What is the best way of doing this?

Option 1:
I was thinking of using a FOR LOOP and in it I would first try and update the row, if this has a SQL%ROWCOUNT of 0 then I'll do an insert. -- this would mean looping 200,000 times.

Option 2:
I will do a FORALL and do an UPDATE for all rows, then immediately after do a FORALL with an INSERT for all rows. -- this way would mean looping 400,000 times.

Would the FORALL method still be quicker?
Is there another way of implementing this?

Cheers,

toddyl

 
toddyl,

The oracle merge command does exactly what you want. If it finds a matching record, it updates, if nothing matches, it inserts. This is the so-called 'upsert' situation.

Do you want to look at this yourself first or do you want an example?

Regards

Tharg

Grinding away at things Oracular
 
Although the syntax looks a bit like a loop, a FORALL is not a loop. A FORALL statement fires all the rows at the database as part of a single transaction. The key thing is not the number of times you go round a loop - it is how many individual updates you fire at the database. Using a FOR loop wolud require 400000 individual update statements to be sent to the database. Collecting the data into a large PL/SQL table and then using FORALL would only require one update.

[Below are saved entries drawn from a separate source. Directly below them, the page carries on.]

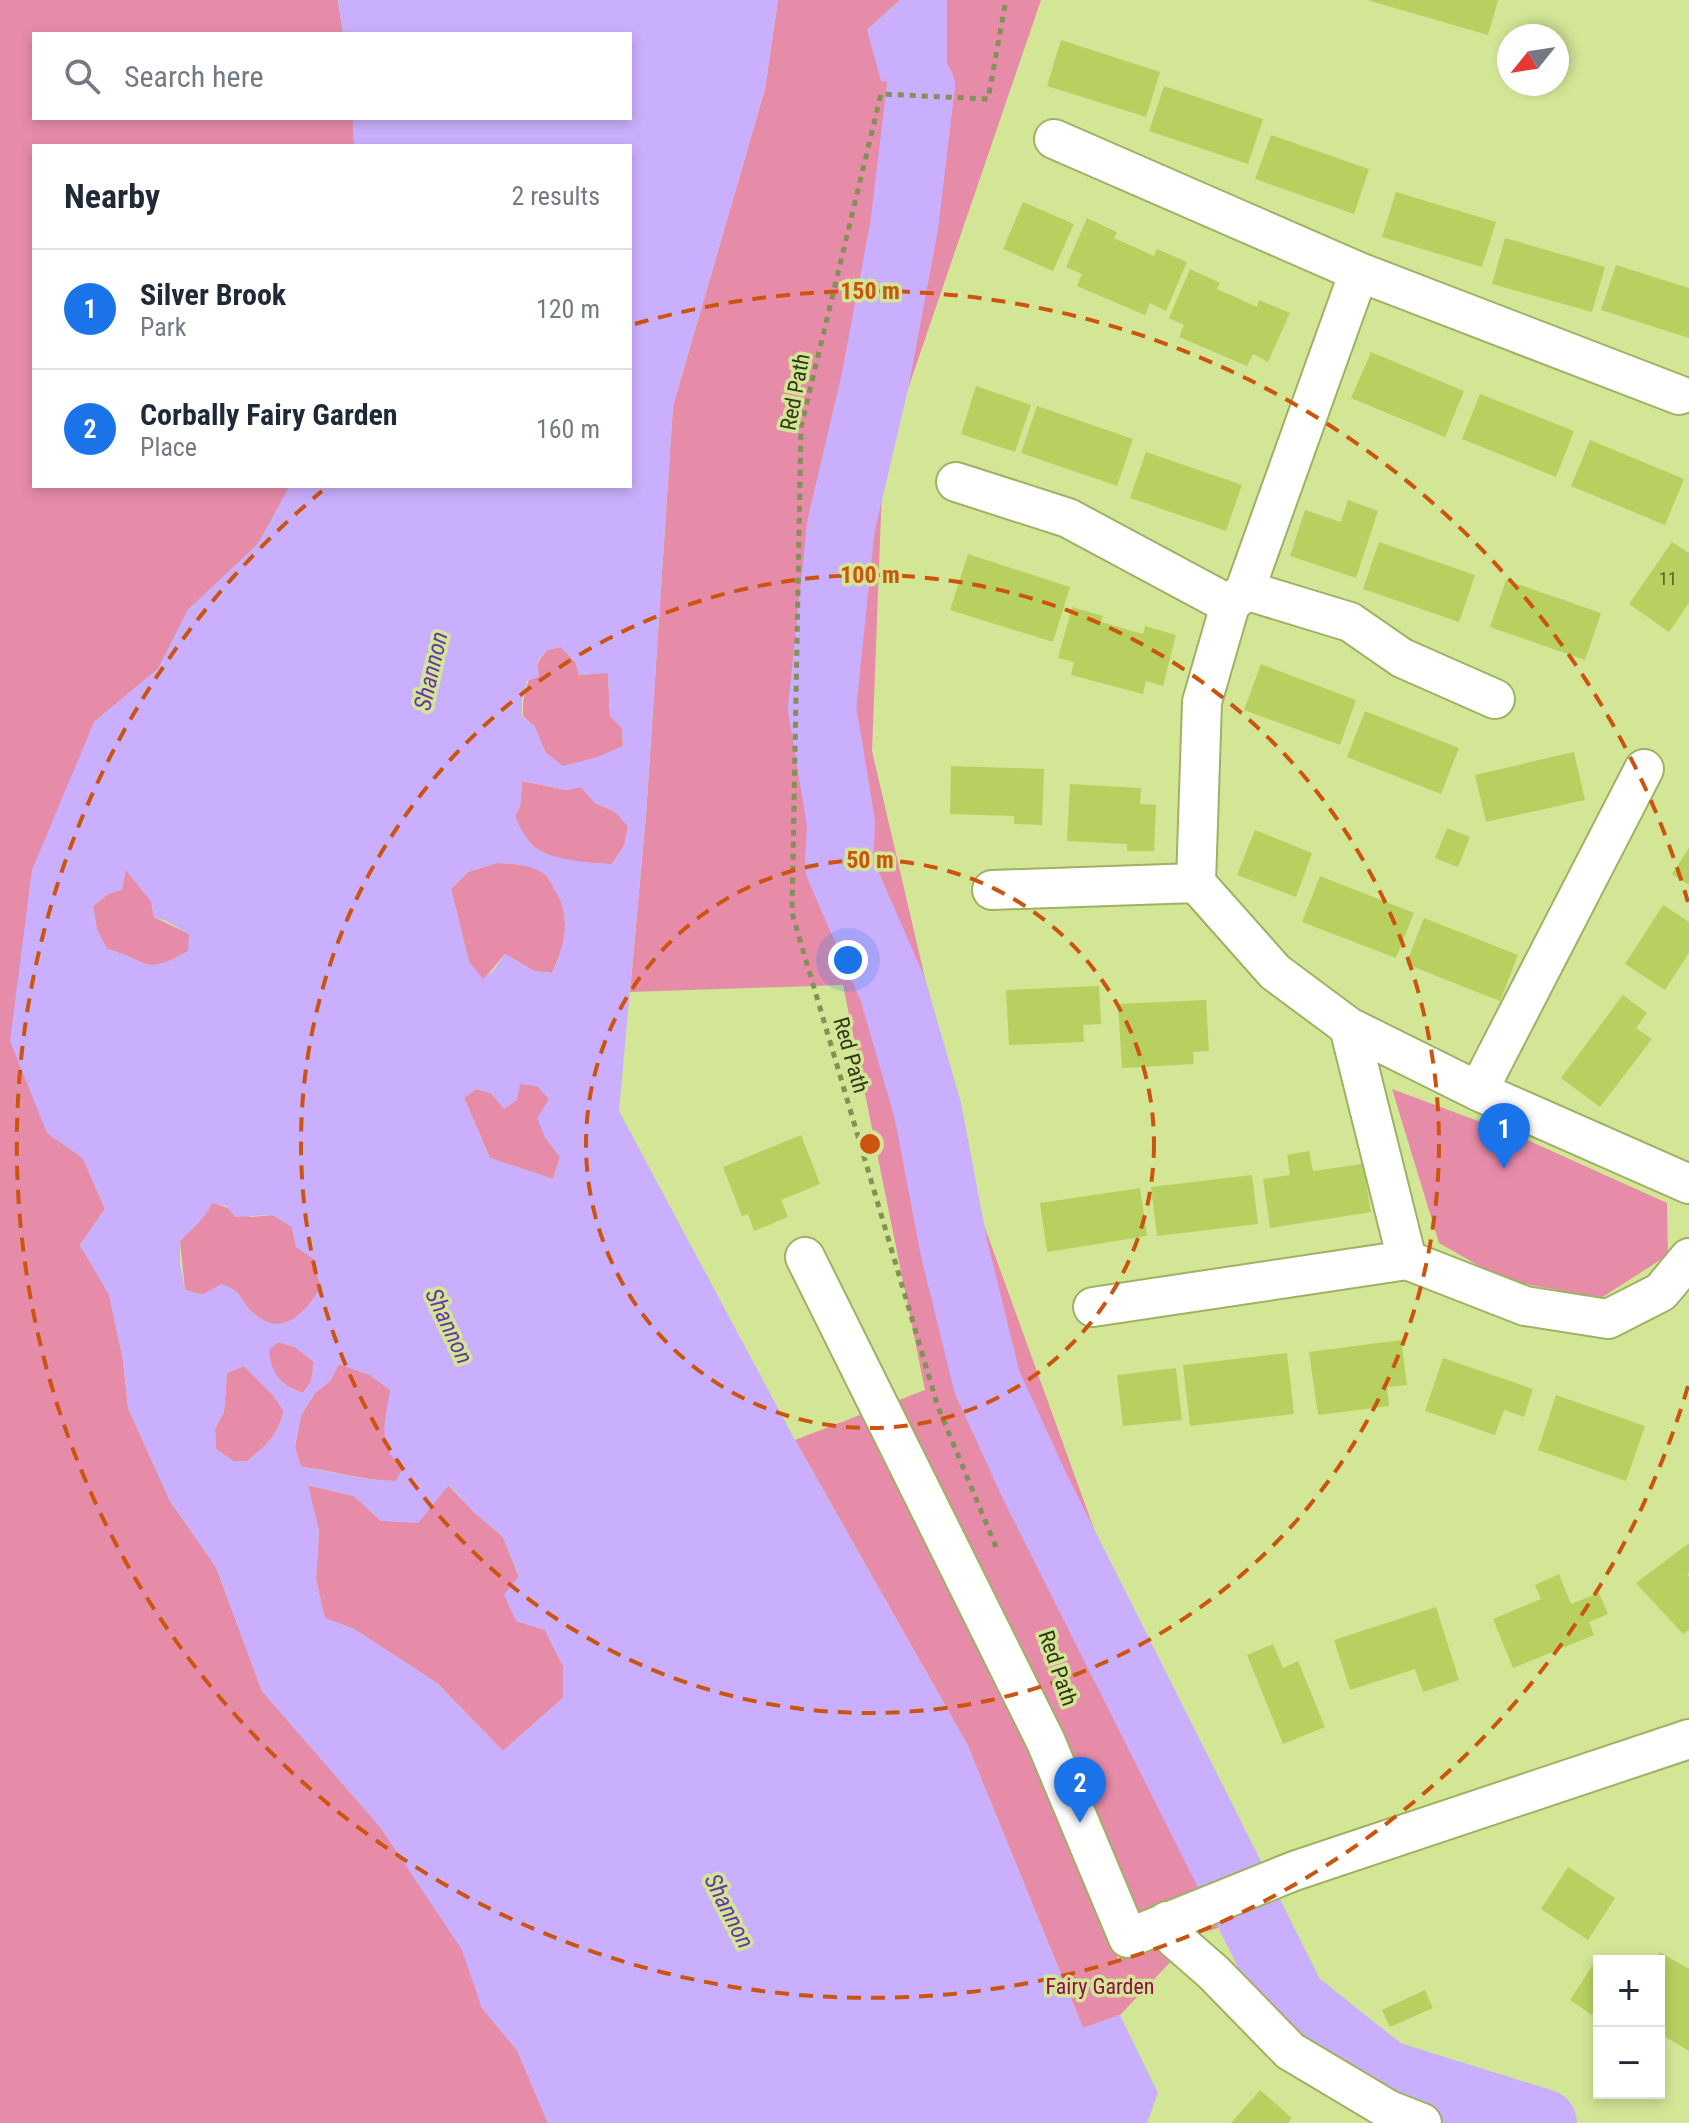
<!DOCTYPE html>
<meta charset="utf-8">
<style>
body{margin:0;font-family:"Roboto Condensed",sans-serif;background:#f2f2f3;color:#1f2937}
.controls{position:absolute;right:24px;bottom:24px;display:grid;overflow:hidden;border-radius:0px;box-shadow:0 4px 12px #0003}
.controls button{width:72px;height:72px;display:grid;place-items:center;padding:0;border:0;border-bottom:2px solid #e0e1e3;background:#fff;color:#1f2937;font:40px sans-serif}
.compass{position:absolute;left:1497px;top:24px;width:72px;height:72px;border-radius:50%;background:#fff;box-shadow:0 4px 12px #0003;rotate:240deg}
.you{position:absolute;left:848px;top:960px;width:28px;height:28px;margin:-20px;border:6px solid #fff;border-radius:50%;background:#1a73e8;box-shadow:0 0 0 12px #1a73e833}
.badge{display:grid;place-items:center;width:52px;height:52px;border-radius:50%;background:#1a73e8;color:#fff;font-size:26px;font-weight:700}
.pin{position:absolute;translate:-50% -66px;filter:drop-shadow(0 2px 4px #0008)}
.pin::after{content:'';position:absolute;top:42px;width:28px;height:24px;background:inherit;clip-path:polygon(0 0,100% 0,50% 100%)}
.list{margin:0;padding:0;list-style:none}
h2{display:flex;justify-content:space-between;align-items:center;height:104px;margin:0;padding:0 32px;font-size:34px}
h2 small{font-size:26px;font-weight:400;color:#747a83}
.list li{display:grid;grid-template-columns:52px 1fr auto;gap:24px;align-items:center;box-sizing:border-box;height:120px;padding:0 32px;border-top:2px solid #e0e1e3}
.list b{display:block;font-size:30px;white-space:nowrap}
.list p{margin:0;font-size:26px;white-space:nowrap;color:#747a83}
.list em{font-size:26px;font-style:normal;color:#747a83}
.icon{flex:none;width:44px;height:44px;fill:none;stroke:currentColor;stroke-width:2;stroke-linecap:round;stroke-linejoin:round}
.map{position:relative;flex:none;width:1689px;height:2123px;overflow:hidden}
.search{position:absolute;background:#fff;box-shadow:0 4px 12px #0003;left:32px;top:32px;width:600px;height:88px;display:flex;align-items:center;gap:20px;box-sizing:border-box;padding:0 28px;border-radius:0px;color:#747a83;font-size:30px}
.panel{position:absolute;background:#fff;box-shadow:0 4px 12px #0003;left:32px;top:144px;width:600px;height:344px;border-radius:0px}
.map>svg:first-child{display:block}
.green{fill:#e68ca9;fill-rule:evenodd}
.water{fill:#caaffe;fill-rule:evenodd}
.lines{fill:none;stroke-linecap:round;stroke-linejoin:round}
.river{stroke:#caaffe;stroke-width:68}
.building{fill:#b8d060}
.minor-casing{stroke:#9fb163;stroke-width:42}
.path{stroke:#839057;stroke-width:5;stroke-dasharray:6 6;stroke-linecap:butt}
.minor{stroke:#fff;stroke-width:38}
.ring{fill:none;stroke:#cd540e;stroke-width:4;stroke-dasharray:14 10}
.labels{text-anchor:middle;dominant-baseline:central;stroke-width:7;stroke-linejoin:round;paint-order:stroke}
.number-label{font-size:18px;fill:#535e29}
.street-label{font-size:22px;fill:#313817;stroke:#d3e696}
.park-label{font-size:22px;fill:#940b4e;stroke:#d3e696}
.water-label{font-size:24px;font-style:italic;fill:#6737a6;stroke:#d3e696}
.centre{fill:#cd540e;stroke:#d3e696;stroke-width:4}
.ring-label{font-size:24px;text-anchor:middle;font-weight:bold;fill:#cd540e;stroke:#d3e696;stroke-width:7;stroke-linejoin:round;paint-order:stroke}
</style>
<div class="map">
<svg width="1689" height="2123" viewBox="0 0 1689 2123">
<rect width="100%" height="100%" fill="#d3e696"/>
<path class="green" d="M0 0H338L343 34H34V118H353L354 146H34V486H290L258 544 188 610 158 669 94 722 47 1133 83 1158 105 1209 80 1245 109 1294 123 1360 128 1408 170 1501 216 1567 262 1691 381 1828 463 1950 482 2008 517 2050 548 2123H0Z
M778 0H900L867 30 947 83V0H1041L883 462 872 751 980 1214 1140 1656 1275 1912 1197 1934 1120 2015 1083 2028 967 1744 795 1440 925 1390 843 985 630 992 646 815 673 406 765 89ZM1024 1723 1136 1918 1196 1934 1118 1959Z
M561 647 576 663 579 675 608 672 610 716 622 728 623 747 598 757 563 767 545 752 535 727 523 716C522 689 531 671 547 650Z
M522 781 567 790 581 787 595 803 614 811 628 826 624 846 612 864C593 864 559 861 542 852 528 845 520 829 515 816L520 807Z
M497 863C514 864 532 864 545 874 549 878 552 885 555 890 572 917 565 946 552 973L534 971 505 954 483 980 469 962 451 889 468 872Z
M125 869 151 901 154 917 189 934V951C141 977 152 961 107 949L97 930 93 906 108 894Z
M520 1083 537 1086 549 1099 545 1137 560 1157 553 1179 490 1158 464 1098 476 1089 491 1093 505 1109Z
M1392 1089 1516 1135 1667 1203 1668 1255 1601 1298 1504 1280 1439 1243Z
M212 1202 251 1217 273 1215 292 1227 296 1247 313 1258 321 1288C304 1313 282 1341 252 1312 238 1298 242 1290 221 1285L203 1295 185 1290 180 1241C193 1227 204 1220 212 1202Z
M278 1342 295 1347 314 1362 311 1382 303 1393C280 1385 271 1374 268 1350Z
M339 1364 370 1375 391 1390C386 1420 381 1446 403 1469L396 1481C363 1481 333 1470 301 1467L295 1447 301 1415 315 1393 330 1381Z
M244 1366 273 1395 284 1411C276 1438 268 1444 247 1461H233L216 1449 215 1429 224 1412 227 1373Z
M307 1485 354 1496 381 1521 448 1485 474 1512 503 1537 519 1577 516 1621 545 1630 563 1666V1698L503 1751 437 1683 354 1629 324 1618 316 1579 319 1531Z"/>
<path class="water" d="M338 0H778L765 89 673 406 646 815 619 1111 795 1440 967 1744 1083 2028 1120 2015 1158 2093 1147 2123H548L517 2050 482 2008 462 1950 381 1828 262 1691 216 1567 170 1501 128 1408 123 1360 109 1295 80 1245 105 1209 83 1158 47 1133 10 1041 32 870 94 722 158 669 188 610 258 544 290 486H630V146H354L353 118H630V34H343ZM561 647 576 663 579 675 608 673 610 716 622 728 623 746 598 757 563 766 545 752 535 727 522 716V700L527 681 539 677 537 662 547 650ZM522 781 567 790 581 787 595 803 614 811 628 826 624 846 612 864C595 864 558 860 542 852 528 845 520 829 515 816L520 807ZM497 863C513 864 531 864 545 874 549 878 552 885 555 890 572 917 565 946 552 973L534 971 505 954 494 970 483 979 469 962 451 889 468 872ZM126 870 151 901 154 917 166 921 189 934 188 951C142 977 151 961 107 949L97 930 93 906 108 894 122 890ZM520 1084 537 1086 549 1099 537 1118 545 1137 560 1157 553 1179 490 1158 464 1098 476 1089 491 1093 504 1109 517 1100ZM212 1203 226 1206 235 1217 273 1215 292 1227 296 1247 313 1258 321 1288C304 1313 282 1340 252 1312 238 1298 242 1290 221 1284L202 1295 185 1290 180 1263V1241C193 1227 204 1220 212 1203ZM278 1342 295 1347 314 1362 311 1381 303 1393C280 1386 271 1373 269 1350ZM339 1364 370 1375 390 1390C385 1426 376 1440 402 1469L396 1481C364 1481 333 1471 301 1467L295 1447 301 1415 315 1393 330 1381ZM244 1366 273 1395 284 1412C276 1438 268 1444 247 1461H233L216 1449 215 1429 224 1412 227 1373ZM308 1485 354 1496 381 1521 418 1523 449 1485 474 1512 503 1537 519 1576 504 1595 516 1621 545 1630 563 1666V1698L503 1751 437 1683 354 1629 325 1618 316 1579 319 1531Z
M900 0H947V84L921 86 881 81 867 30Z"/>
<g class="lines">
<path class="river" d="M921 86 904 227 875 381 841 526 822 708 841 823 839 866 893 990 928 1111 954 1248 987 1382 1036 1489 1293 2001 1385 2074 1543 2123"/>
</g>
<path class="building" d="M1367 0H1498L1488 35Z
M1061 40 1160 72 1146 117 1047 86Z
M1164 86 1263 119 1248 164 1149 131Z
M1271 135 1369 169 1354 214 1255 179Z
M1396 192 1496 222 1482 267 1382 237Z
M1023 202 1074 224 1053 271 1003 249Z
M1087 218 1117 232 1114 238 1154 256 1157 249 1187 262 1166 311 1150 303 1145 315 1077 286 1082 274 1066 267Z
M1505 238 1605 267 1592 312 1492 284Z
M1616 265 1689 288V338L1601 310Z
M1190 269 1220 283 1217 289 1257 307 1259 300 1290 313 1268 362 1253 354 1247 366 1179 337 1184 325 1169 318Z
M1371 352 1464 391 1445 437 1351 398Z
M976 386 1031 405 1015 452 961 434Z
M1480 394 1574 431 1556 477 1462 439Z
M1037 406 1133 439 1117 486 1021 453Z
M1590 440 1684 479 1665 525 1571 486Z
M1146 452 1242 485 1226 531 1130 498Z
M1348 500 1378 511 1356 578 1290 556 1305 510 1341 522Z
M1379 542 1475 575 1459 622 1363 589Z
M1672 542 1689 553V603L1669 632 1629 604Z
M968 554 1070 587 1053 642 950 610Z
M1506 580 1601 613 1585 660 1490 627Z
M1072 607 1103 616 1101 622 1143 634 1145 626 1176 635 1163 686 1146 681 1143 694 1071 675 1074 662 1058 658Z
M1261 664 1356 700 1340 745 1244 710Z
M1365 711 1459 748 1441 794 1347 757Z
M1574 752 1585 800 1486 822 1475 775Z
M951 766 1044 769 1042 825 1014 824V816L950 814Z
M1070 784 1141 788 1140 804 1156 805 1154 851H1127V844L1067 841Z
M1447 828 1470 837 1458 867 1435 858Z
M1255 830 1312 853 1296 897 1237 875Z
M1689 848V885L1672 874Z
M1320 876 1414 913 1396 958 1302 922Z
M1663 905 1689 922V953L1665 990 1625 964Z
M1424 918 1518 955 1500 1001 1406 964Z
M1099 986 1101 1024 1083 1025 1084 1042 1009 1045 1006 990Z
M1623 995 1647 1013 1636 1028 1652 1039 1600 1107 1561 1078Z
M1206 1000 1209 1051 1193 1052 1194 1064 1122 1068 1118 1004Z
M801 1135 820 1184 781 1200 788 1217 754 1231 748 1214 742 1216 723 1167Z
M1309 1151 1313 1171 1363 1164 1371 1212 1270 1228 1263 1179 1290 1175 1287 1155Z
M1252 1175 1258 1224 1157 1236 1151 1187Z
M1140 1188 1147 1236 1047 1252 1040 1203Z
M1401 1340 1407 1385 1387 1387 1389 1406 1318 1415 1309 1352Z
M1287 1353 1294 1414 1190 1426 1183 1365Z
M1443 1358 1533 1389 1524 1417 1504 1410 1495 1435 1425 1411Z
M1176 1368 1182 1420 1123 1426 1117 1375Z
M1556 1395 1645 1426 1626 1481 1538 1450Z
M1689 1543V1573L1687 1575 1689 1577V1630L1683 1634 1636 1583Z
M1559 1574 1571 1604 1599 1593 1608 1614 1589 1622 1594 1635 1513 1668 1493 1619 1541 1599 1535 1585Z
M1436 1607 1459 1680 1423 1692 1415 1669 1350 1690 1334 1640Z
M1273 1644 1283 1668 1298 1661 1325 1727 1283 1744 1247 1655Z
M1568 1867 1615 1898 1588 1940 1541 1909Z
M1660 1952 1689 1969V2051L1659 2033V1961H1655Z
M1594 1963 1599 1966V2004L1592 2015 1570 2000Z
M1425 1990 1433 2008 1390 2027 1382 2010Z
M1260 2090 1292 2118 1288 2123H1231Z"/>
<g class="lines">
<defs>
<path id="minor" d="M1054 139 1359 272 1245 590 1230 605 1202 702 1196 883 1275 972 1349 1027 1478 1091 1689 1184
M1359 272 1679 395
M956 482 1068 518 1230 605
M1245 590 1350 622 1402 658 1495 699
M992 890 1196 883
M1349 1027 1407 1260 1525 1306 1608 1319 1661 1292 1689 1258
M1478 1091 1644 769
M805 1257 1046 1742 1128 1938 1294 1871 1689 1739
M1093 1307 1407 1260
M1167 1921 1174 1938 1214 1973 1290 2051 1389 2110 1422 2123"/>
</defs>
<use href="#minor" class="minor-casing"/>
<path class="path" d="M996 1547 938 1407 792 913 801 427 881 94 988 99 1006 0"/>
<use href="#minor" class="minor"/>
</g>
<g class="ring">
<circle cx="870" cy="1144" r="284"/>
<circle cx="870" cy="1144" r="569"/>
<path d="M1688 1386A853 853 0 1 1 322 491M635 324A853 853 0 0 1 1688 902"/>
</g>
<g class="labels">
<g class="number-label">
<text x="1668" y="578">11</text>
</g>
<g class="street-label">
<text transform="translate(795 392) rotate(-79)">Red Path</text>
<text transform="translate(851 1055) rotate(74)">Red Path</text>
<text transform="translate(1058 1668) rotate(71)">Red Path</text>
</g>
<g class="park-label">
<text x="1100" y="1986">Fairy Garden</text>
</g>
<g class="water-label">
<text transform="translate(431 671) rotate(-77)">Shannon</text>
<text transform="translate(449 1326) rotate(65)">Shannon</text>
<text transform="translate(729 1911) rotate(63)">Shannon</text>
</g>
</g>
<circle cx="870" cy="1144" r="12" class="centre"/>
<g class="ring-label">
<text x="870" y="299">150 m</text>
<text x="870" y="583">100 m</text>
<text x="870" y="868">50 m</text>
</g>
</svg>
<div class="controls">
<button>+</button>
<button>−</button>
</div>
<svg class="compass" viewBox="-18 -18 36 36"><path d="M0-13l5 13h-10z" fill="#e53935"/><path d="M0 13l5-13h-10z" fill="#747a83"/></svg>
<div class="you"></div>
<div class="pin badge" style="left:1504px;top:1169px">1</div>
<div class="pin badge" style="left:1080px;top:1823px">2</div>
<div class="search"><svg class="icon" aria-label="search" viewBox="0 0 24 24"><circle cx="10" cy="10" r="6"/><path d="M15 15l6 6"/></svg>Search here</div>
<section class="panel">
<h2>Nearby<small>2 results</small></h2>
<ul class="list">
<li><span class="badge">1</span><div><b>Silver Brook</b><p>Park</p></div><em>120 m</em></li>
<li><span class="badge">2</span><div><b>Corbally Fairy Garden</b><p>Place</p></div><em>160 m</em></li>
</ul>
</section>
</div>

If you use the FORALL approach, you will need to have a primary key on the table so that all the rows which already exist get rejected. You will then have to use the SQL%BULK_EXCEPTIONS table to find all the rows which were rejected and do updates to those instead. This can get quite messy.

As Tharg says, a MERGE may well be the best option. The only drawback is that it is a single transaction, so your rollback segments would have to be big enough to handle all the rows in one go. Also, if any error occurred (e.g. attempt to populate a non-null field with a null), the whole statement would crash. Row by row or FORALL update would allow you to handle individual row errors separately.